To answer your question about catastrophic forgetting, let’s imagine training as a function call train() that takes two arguments: an initial model, and some annotations. The model we output will have the superset of entities in the initial model and the data we annotate. The catastrophic forgetting problem may occur if we do something like this: en_ner_abcd = train(en_ner_ab, text_goldCD). To avoid this, we can try: en_ner_abcd = train(en_ner_abcd, text_autoAB_goldCD) or en_ner_abcd = train(en_blank, text_autoAB_goldCD). It’s hard to be sure which is better. If the dataset for CD is small, starting from a blank model may discard too much information. On the other hand, training from an initial model is harder to reason about, and may be more sensitive to hyper-parameters. It’s tough to give advice that’s much more useful than “try it out and see which looks better”.

The latest version of Prodigy does take advantage of improvements to model resuming in spaCy v2.1. So, starting from non-blank models, or workflows like en_ner_abcd = train(en_ner_ab, text_goldCD) might work better than they used to. If feasible, I would usually recommend you do data merging and get to text_goldABCD via the ner.make-gold recipe, though. The correction step probably isn’t that expensive, and you basically have a choice between spending time improving the data, and spending time faffing about with the training process. Faffing about with the training is arguably more fun, but the effort isn’t as reuseable as investment in the data.

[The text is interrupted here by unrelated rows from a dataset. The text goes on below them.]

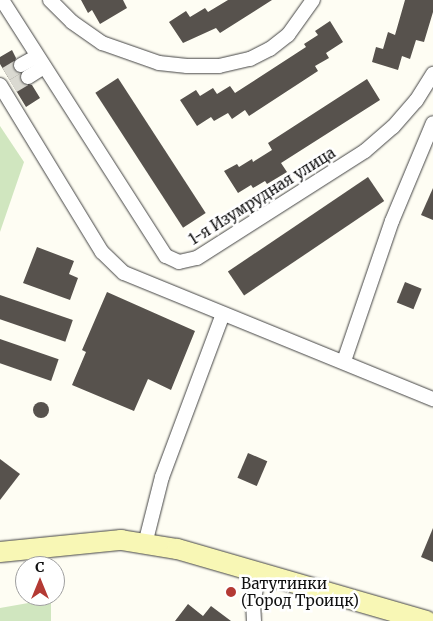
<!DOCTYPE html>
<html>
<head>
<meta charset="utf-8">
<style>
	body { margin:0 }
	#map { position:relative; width:433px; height:621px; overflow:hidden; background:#fefdf3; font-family:Merriweather,serif }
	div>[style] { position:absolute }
	.green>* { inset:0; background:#d0e6bf }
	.building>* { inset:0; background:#57524d; transform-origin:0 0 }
	.round { border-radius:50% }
	.minor-tunnel>* { height:14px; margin-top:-7px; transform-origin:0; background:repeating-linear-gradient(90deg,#dad9d1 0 14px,transparent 0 21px) }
	.roads { filter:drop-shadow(0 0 1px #434343) drop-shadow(0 0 1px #434343) }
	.minor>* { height:14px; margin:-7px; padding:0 7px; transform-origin:7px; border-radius:7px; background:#fff }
	.secondary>* { height:20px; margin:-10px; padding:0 10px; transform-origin:10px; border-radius:10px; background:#f8f7b5 }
	.dots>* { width:14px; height:14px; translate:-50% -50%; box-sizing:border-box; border:2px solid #fff; border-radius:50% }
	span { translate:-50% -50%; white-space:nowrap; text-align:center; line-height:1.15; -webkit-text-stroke:5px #fff; paint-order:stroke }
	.street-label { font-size:15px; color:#101010 }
	.poi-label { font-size:15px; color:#101010 }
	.left { translate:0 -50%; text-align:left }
	.north { position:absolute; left:15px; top:556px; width:50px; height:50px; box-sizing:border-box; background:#fff; border:1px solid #9f9f9f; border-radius:50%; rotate:0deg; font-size:14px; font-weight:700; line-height:20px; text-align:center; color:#101010 }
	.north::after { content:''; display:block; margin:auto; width:18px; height:22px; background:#b43a34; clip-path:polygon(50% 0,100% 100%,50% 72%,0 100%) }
</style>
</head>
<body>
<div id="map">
	<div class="green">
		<div style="clip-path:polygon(0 126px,24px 162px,0 232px)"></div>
		<div style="clip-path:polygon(51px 599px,51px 621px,0 621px,0 608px)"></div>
	</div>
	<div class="building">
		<div style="clip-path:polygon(81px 0,123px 0,127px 8px,100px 24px,92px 10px,88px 13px)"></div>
		<div style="clip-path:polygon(228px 0,272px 0,220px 33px,216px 28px,183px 43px,169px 22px,186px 11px,190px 17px,205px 8px,208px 12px)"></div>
		<div style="clip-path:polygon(405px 0,433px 0,433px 12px,424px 42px,416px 40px,410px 59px,402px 56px,398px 70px,372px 62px,376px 47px,383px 49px,388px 32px,395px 35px)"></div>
		<div style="clip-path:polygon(330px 21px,343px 42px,326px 53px,329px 58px,315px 66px,318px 71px,249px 116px,245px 110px,232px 119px,228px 113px,214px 121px,211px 117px,197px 126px,180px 100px,196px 90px,200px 96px,213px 88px,217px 94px,230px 86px,235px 93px,306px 47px,304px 44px,318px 35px,315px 31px)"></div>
		<div style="clip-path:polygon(12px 50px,16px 58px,13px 69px,20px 74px,20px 81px,32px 85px,40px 98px,26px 107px,0 64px,0 57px)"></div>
		<div style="left:118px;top:78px;width:161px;height:27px;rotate:57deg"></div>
		<div style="clip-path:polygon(367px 79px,380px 100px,281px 163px,287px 172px,267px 184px,265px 181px,253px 188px,251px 185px,238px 193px,224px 171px,237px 164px,239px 167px,252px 159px,253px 162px,272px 150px,268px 143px)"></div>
		<div style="left:368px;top:177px;width:29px;height:169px;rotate:56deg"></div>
		<div style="clip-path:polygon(433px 188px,433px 220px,421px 215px)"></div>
		<div style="clip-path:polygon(37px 247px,74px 261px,69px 274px,78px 278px,70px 300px,23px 283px)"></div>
		<div style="left:405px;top:282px;width:18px;height:22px;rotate:22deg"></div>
		<div style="clip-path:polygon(107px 292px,195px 331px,171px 390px,148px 379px,134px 411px,72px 385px,86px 352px,82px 350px)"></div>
		<div style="left:0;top:295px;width:77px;height:23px;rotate:19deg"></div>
		<div style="left:0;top:339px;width:62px;height:23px;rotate:19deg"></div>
		<div class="round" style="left:33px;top:402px;width:16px;height:16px"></div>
		<div style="left:248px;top:453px;width:21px;height:27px;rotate:23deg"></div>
		<div style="clip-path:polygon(0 459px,20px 474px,0 500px)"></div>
		<div style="clip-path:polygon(433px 528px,433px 562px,421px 557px)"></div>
		<div style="clip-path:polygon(188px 604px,203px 616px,211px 606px,231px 621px,175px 621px)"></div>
	</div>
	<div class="minor-tunnel">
		<div style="left:6px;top:74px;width:17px;rotate:-31deg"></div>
		<div style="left:13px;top:86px;width:17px;rotate:-31deg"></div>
	</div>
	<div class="roads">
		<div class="minor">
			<div style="left:2px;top:0;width:304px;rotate:57.4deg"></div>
			<div style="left:166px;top:256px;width:14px;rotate:25deg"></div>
			<div style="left:179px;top:262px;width:18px;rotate:-13deg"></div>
			<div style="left:197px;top:258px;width:199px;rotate:-32.5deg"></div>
			<div style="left:365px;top:151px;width:37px;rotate:-41deg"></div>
			<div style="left:393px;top:127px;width:35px;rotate:-49deg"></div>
			<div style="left:416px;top:101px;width:32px;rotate:-58deg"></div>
			<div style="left:50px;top:0;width:31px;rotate:45deg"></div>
			<div style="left:72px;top:22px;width:37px;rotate:35deg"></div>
			<div style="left:102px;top:43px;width:60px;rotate:19.3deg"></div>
			<div style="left:159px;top:63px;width:28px;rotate:6deg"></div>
			<div style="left:187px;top:66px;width:32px"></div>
			<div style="left:219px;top:66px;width:32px;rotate:-13deg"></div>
			<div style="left:250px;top:59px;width:22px;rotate:-27deg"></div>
			<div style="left:270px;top:49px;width:23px;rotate:-38deg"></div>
			<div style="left:288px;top:35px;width:43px;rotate:-54.5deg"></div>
			<div style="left:21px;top:65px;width:18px;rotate:-29deg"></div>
			<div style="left:28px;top:77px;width:19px;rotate:-32deg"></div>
			<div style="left:0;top:85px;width:196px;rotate:58.6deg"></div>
			<div style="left:102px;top:252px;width:30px;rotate:44deg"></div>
			<div style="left:124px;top:273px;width:334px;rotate:22.2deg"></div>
			<div style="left:344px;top:361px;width:148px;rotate:-71.1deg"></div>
			<div style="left:392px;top:221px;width:106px;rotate:-67.3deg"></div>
			<div style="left:145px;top:544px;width:69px;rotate:-75.8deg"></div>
			<div style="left:162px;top:477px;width:174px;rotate:-69.5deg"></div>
			<div style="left:254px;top:621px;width:17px;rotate:-93deg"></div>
			<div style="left:253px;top:604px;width:31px;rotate:-79deg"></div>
		</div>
		<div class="secondary">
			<div style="left:0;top:552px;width:122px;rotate:-5.7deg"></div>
			<div style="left:121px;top:540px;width:57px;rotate:9.1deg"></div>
			<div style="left:177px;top:549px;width:260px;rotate:16.1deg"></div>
		</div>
	</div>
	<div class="dots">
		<div style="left:231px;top:592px;background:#b43a34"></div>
	</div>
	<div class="street-label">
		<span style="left:262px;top:196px;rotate:-32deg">1-я Изумрудная улица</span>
	</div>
	<div class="poi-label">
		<span class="left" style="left:241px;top:592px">Ватутинки<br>(Город Троицк)</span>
	</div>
	<div class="north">С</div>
</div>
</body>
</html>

In summary, here’s what I would try first if you only have a couple of new entities to annotate

  1. Create train, test and dev text partitions.
  2. Create a subpartition of the training text, “trial”, to annotate entirely first.
  3. Run one ner.manual task per entity type. One annotator per entity type. All annotations over your trial partition.
  4. Use en_core_web_lg to predict the existing entities over the trial text.
  5. Merge the automatic annotations and the manual annotations, so that the trial text is exhaustively annotated.
  6. Use ner.make-gold to correct the annotations manually. You probably want duplicate annotations for this – so both annotators should do the whole dataset, separately.
  7. Find conflicts, resolve them. One way is to go over them together, another is to do them separately and meet afterwards to see where you both disagree. The second way is more expensive, but sometimes leads to better insights.